Magnesium taurate is composed of magnesium and taurine (an amino acid). This form is taken orally and may help promote healthy blood sugar levels. It may also support healthy blood pressure, aid sleep (due to the taurine), reduce inflammation, and support healthy digestion. However, more research is still required for this specific form.


9. Magnesium Malate

Magnesium malate is magnesium plus malic acid, which is believed to increase magnesium absorption. It is used to raise low blood magnesium levels and is beneficial for those suffering from muscle pain or fatigue. It is most commonly taken orally. It is well-absorbed and has less of a laxative effect compared to other forms. One study found it may be particularly beneficial for patients with fibromyalgia.

10. Magnesium Orotate

Magnesium orotate is a combination of magnesium and orotic acid. Research is ongoing regarding the potential link between orotic acid and improved athletic performance, exercise endurance, and heart health. However, at present, this is the least cost-effective form of magnesium supplement.

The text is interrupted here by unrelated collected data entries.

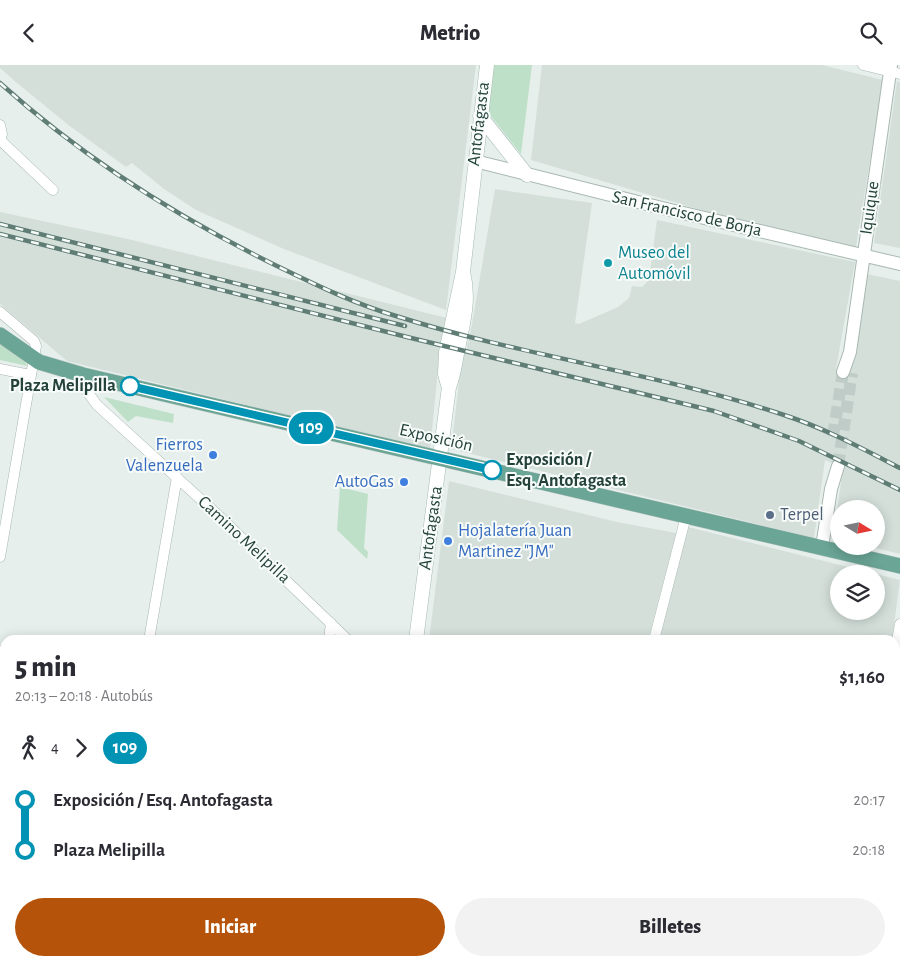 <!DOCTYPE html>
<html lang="es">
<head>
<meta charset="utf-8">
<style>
  body { margin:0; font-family:"Alegreya Sans",sans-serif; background:#f2f2f3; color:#2b2b33; height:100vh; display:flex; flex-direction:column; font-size:19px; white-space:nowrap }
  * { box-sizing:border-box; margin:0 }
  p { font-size:16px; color:#7c7c81 }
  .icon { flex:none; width:28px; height:28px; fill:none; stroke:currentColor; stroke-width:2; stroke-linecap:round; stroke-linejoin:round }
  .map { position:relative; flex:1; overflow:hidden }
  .panel { position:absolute; left:0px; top:570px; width:900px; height:331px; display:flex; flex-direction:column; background:#fff; border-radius:15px 15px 0 0; box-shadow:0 2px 12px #0003 }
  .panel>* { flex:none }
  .badge { padding:0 10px; border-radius:16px; font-size:18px; line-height:32px }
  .needle { width:32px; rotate:100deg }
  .controls { position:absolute; left:830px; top:435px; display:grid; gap:10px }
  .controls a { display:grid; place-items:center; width:55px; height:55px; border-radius:50%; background:#fff; box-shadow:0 2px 12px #0003; font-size:25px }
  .map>.badge { position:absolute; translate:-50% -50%; box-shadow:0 0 0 2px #fff }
  .legs { display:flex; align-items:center; gap:8px; height:55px; padding:0 15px; font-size:16px }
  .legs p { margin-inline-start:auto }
  .headline { display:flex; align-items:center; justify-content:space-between; height:85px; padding:0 15px }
  h1 { font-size:28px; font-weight:800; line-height:38px }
  .button { display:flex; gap:10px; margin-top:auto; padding:10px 15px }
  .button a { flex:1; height:58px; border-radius:30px; background:#b45309; color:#fff; font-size:20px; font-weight:800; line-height:58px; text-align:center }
  .button a+a { background:#f2f2f3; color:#2b2b33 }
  ul { padding:0 15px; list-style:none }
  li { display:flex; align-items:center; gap:18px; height:50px; font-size:19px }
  li i { display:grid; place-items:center; width:8px; height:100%; margin:0 6px; background:currentColor }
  li i::after { content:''; width:12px; height:12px; margin:-6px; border:4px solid; border-radius:50%; background:#fff }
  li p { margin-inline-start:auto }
  li:first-child i { background:linear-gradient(#0000 50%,currentColor 0) }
  li:last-child i { background:linear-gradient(currentColor 50%,#0000 0) }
  header { display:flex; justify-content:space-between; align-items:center; height:65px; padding:0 15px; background:#fff; font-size:22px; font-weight:800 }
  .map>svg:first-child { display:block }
  .built { fill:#d4dfda; fill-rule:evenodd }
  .green { fill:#bfe0c8 }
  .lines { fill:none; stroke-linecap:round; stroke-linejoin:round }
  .tertiary-tunnel { stroke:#bfccc8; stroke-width:12; stroke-dasharray:12 6; stroke-linecap:butt }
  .minor-casing { stroke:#a8b8b2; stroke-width:11 }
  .tertiary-casing { stroke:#a8b8b2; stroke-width:14 }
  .secondary-casing { stroke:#a4bbb3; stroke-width:15 }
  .primary-casing { stroke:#c2cac8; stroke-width:16 }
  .minor { stroke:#fff; stroke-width:10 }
  .tertiary { stroke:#fff; stroke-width:12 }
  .secondary { stroke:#fff; stroke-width:14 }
  .primary { stroke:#6aa596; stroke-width:15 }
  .rail-casing { stroke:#5f7d75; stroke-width:4.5 }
  .rail { stroke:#f7fbf9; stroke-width:2.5; stroke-dasharray:8; stroke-linecap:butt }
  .line-1-casing { stroke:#fff; stroke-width:11 }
  .line-1 { stroke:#0093b3; stroke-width:8 }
  .culture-dot { fill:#0f9aa8; stroke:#f7fbf9; stroke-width:2 }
  .stop-1-dot { fill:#fff; stroke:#0093b3; stroke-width:2.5 }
  .shop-dot { fill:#3f7fe0; stroke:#f7fbf9; stroke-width:2 }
  .service-dot { fill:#5c6f8a; stroke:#f7fbf9; stroke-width:2 }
  .labels { text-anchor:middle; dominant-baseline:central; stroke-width:4; stroke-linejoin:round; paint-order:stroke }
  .street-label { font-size:18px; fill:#24423a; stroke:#f7fbf9 }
  .culture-label { font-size:18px; fill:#0d838f; stroke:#f7fbf9; text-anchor:start }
  .stop-label { font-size:18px; font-weight:bold; fill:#24423a; stroke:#f7fbf9; text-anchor:end }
  .shop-label { font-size:18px; fill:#366cbe; stroke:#f7fbf9; text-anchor:end }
  .service-label { font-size:18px; fill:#4e5e75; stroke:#f7fbf9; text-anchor:start }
</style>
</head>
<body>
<header><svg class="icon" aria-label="back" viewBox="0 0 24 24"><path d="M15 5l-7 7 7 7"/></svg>Metrio<svg class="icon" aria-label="search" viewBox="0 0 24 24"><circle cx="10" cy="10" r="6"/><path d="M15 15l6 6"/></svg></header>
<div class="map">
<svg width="900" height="901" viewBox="0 0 900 901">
  <rect width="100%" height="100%" fill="#e6efeb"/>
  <!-- built -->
  <path class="built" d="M0 0H476L446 245 284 184 196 145 164 124 132 98 126 102 71 62 17 18 0 3Z
    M542 0H822L883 15 856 182 704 146 531 95Z
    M897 16 900 17V183L874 178Z
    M495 124 592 138 575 258 579 259 618 242 629 233 632 221 642 222 649 215 657 155 855 197 836 304H849L867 209 900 216V489L868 481H876V444H839V474L833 473 843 403 825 395 814 473 451 384 462 292 466 287 472 259Z
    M0 147 128 174 447 253 440 284 430 385 67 296 0 239Z
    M449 416 617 457 676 468 648 575H429Z
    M688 462 900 515 892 575H659ZM839 509H876V546H839Z
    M900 596V789L895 790V629Z"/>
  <!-- green -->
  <path class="green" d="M491 0H532L521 89 486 45Z
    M0 278 25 296 27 301 0 295Z
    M104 332 174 349 173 358 136 351 128 357Z
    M340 422 368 429 364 483 368 487 367 494 337 465Z"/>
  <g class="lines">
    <!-- tertiary-tunnel -->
    <path class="tertiary-tunnel" d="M833 371 843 307
      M838 401 852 308"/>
    <defs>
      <path id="minor" d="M863 0 900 9
        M0 60 2 69 0 75
        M0 75 53 125
        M0 247 34 276 36 281 0 492
        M0 304 30 310
        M83 310 86 325 97 340 219 451 348 575
        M149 575 177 412
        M329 575 331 558
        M654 575 686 451
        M0 586H5
        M895 587 900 559
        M0 745H5
        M895 799 900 798
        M895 861 900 860
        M555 896V901
        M722 896V901
        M887 896V901
        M96 901 97 896
        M274 901 275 896"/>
      <path id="tertiary" d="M475 96 662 143 900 199
        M843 307 850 287 891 0
        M822 482 831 424 838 401"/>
      <path id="secondary" d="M480 51 527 110
        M448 320 445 309 446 287 463 207 487 0
        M416 575 449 322C454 310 455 297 458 284 463 257 470 235 463 207
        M373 901 374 896"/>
      <path id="primary" d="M0 270 39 297 83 310 900 501"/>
    </defs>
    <!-- minor casing -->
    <use href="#minor" class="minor-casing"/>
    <!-- tertiary casing -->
    <use href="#tertiary" class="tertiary-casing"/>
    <!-- secondary casing -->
    <use href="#secondary" class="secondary-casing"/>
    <!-- primary casing -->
    <use href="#primary" class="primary-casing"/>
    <!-- minor -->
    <use href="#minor" class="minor"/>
    <!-- tertiary -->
    <use href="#tertiary" class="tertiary"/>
    <!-- secondary -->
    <use href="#secondary" class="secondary"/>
    <!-- primary -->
    <use href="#primary" class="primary"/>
    <defs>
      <path id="rail" d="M0 18C83 93 177 152 277 201 316 220 355 239 396 251 525 292 660 308 787 351 826 364 863 384 900 403
        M0 159 405 261
        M0 169 407 272 714 346 799 376 900 425"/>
    </defs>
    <!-- rail casing -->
    <use href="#rail" class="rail-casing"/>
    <!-- rail -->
    <use href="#rail" class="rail"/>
  </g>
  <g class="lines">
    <defs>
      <path id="line-1" d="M130 321 492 405"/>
    </defs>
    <!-- line-1 casing -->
    <use href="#line-1" class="line-1-casing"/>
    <!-- line-1 -->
    <use href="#line-1" class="line-1"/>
  </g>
  <!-- markers -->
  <circle class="culture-dot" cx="608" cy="198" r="5"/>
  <g class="stop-1-dot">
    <circle cx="130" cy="321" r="9"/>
    <circle cx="492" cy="405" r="9"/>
  </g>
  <g class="shop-dot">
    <circle cx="213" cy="390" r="5"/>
    <circle cx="404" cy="417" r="5"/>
    <circle cx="448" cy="476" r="5"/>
  </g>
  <circle class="service-dot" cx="770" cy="450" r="5"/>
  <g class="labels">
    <!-- street labels -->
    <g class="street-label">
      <text transform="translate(479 59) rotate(-83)">Antofagasta</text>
      <text transform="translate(870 143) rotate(-82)">Iquique</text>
      <text transform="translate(687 149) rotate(13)">San Francisco de Borja</text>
      <text transform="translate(436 373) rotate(13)">Exposición</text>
      <text transform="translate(431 463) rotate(-82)">Antofagasta</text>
      <text transform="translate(244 475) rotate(43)">Camino Melipilla</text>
    </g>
    <!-- culture labels -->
    <g class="culture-label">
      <text x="618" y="188">Museo del<tspan x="618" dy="21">Automóvil</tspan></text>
    </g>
    <!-- stop labels -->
    <g class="stop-label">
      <text x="116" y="321">Plaza Melipilla</text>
      <text x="506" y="395" text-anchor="start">Exposición /<tspan x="506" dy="21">Esq. Antofagasta</tspan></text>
    </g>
    <!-- shop labels -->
    <g class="shop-label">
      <text x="203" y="380">Fierros<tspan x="203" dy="21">Valenzuela</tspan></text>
      <text x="394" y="417">AutoGas</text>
      <text x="458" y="466" text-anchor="start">Hojalatería Juan<tspan x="458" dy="21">Martinez "JM"</tspan></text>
    </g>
    <!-- service labels -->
    <g class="service-label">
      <text x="780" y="450">Terpel</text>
    </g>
  </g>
</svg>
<div class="controls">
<a><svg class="needle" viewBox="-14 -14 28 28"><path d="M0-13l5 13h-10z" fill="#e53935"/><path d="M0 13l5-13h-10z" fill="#7c7c81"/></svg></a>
<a><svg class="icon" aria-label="layers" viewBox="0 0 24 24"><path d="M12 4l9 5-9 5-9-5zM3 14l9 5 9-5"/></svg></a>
</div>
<b class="badge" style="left:311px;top:363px;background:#0093b3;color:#fff">109</b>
<section class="panel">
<div class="headline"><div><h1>5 min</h1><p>20:13 – 20:18 · Autobús</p></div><b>$1,160</b></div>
<div class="legs"><svg class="icon" aria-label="walk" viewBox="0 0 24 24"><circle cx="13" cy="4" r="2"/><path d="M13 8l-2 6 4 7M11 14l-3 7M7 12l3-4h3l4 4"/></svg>4<svg class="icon" aria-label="forward" viewBox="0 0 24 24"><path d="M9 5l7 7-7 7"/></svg><b class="badge" style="background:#0093b3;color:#fff">109</b></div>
<ul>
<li><i style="color:#0093b3"></i><b>Exposición / Esq. Antofagasta</b><p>20:17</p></li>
<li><i style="color:#0093b3"></i><b>Plaza Melipilla</b><p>20:18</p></li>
</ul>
<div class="button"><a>Iniciar</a><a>Billetes</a></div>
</section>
</div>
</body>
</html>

Should You Take a Magnesium Supplement?

If you are unable to obtain the recommended amount of magnesium from food alone, taking a supplement may be helpful.

The recommended daily intake is:

  • For biological males: 400–420 mg per day.
  • For biological females: 310–320 mg per day.

As always, it is best to consult a healthcare professional before adding any supplement—including magnesium—to your daily routine, as there may be potential interactions with certain foods or medications.